**ACTIVITY**
Only lines holding the string "text" are wanted; copy each one from the material.

**INPUT FOR THIS TASK**
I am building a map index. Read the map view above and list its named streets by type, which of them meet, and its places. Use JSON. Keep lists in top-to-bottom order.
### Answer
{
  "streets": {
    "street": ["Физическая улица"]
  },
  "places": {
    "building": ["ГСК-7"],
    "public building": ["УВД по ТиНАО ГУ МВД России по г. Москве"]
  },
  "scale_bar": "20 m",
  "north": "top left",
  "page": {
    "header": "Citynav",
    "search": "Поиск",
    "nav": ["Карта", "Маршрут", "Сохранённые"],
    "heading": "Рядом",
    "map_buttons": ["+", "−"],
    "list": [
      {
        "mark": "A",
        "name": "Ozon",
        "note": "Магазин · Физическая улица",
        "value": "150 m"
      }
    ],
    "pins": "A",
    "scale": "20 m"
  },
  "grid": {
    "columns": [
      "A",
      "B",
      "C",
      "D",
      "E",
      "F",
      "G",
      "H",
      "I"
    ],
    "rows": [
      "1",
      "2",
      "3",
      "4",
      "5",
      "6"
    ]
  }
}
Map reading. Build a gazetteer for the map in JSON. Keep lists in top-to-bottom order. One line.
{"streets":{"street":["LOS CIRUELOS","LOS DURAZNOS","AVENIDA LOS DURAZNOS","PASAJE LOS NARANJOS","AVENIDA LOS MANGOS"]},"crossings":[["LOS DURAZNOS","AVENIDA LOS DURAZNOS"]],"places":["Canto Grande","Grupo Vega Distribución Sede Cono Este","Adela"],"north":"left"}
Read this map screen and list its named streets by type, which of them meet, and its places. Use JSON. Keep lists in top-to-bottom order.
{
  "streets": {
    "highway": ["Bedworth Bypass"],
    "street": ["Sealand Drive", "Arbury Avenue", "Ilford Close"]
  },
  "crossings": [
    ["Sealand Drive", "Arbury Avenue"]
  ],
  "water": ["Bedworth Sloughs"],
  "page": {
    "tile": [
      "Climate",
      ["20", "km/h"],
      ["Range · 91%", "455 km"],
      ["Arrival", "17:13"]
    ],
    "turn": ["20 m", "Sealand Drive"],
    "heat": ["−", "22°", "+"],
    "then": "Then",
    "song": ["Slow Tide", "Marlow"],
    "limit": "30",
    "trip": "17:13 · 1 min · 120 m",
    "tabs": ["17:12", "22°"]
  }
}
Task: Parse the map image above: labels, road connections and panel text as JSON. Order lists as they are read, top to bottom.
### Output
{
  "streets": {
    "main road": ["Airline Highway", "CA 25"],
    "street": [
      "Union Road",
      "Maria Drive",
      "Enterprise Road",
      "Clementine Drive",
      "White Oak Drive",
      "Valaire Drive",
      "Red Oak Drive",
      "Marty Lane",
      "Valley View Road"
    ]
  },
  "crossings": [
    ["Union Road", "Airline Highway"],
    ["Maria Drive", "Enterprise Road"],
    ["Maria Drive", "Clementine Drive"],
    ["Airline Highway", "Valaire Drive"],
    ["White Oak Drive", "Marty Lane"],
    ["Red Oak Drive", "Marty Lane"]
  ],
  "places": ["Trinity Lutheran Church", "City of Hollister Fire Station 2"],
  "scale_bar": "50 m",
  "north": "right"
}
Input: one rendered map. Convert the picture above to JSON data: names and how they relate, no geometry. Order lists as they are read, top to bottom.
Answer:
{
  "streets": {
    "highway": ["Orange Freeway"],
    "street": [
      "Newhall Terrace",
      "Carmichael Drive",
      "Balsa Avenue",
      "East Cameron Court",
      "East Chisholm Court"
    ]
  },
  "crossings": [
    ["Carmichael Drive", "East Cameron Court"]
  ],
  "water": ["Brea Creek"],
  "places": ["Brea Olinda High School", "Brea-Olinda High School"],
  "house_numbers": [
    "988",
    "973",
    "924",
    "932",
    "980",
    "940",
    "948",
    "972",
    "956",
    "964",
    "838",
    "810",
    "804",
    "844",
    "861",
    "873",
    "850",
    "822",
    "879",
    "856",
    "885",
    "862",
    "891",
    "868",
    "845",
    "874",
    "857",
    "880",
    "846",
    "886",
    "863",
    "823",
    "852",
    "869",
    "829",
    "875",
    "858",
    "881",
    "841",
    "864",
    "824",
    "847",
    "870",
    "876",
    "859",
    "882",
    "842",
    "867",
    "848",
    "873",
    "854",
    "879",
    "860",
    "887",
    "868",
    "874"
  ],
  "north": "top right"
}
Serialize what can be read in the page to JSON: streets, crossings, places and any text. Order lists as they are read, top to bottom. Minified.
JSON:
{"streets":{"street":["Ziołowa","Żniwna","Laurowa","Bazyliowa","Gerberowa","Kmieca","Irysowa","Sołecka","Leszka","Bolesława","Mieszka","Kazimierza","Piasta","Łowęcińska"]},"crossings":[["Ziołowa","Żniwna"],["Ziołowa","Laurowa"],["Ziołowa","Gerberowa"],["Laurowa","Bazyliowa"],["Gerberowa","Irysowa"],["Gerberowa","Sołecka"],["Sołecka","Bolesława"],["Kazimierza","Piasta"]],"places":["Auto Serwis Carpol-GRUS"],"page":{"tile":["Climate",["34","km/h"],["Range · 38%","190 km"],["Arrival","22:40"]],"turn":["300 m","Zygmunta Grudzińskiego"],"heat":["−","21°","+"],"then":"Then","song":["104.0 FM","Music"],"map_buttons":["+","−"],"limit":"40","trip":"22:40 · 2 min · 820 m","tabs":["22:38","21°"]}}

**TASK OUTPUT**
Task: Parse the map image above: labels, road connections and panel text as JSON. Order lists as they are read, top to bottom.
Serialize what can be read in the page to JSON: streets, crossings, places and any text. Order lists as they are read, top to bottom. Minified.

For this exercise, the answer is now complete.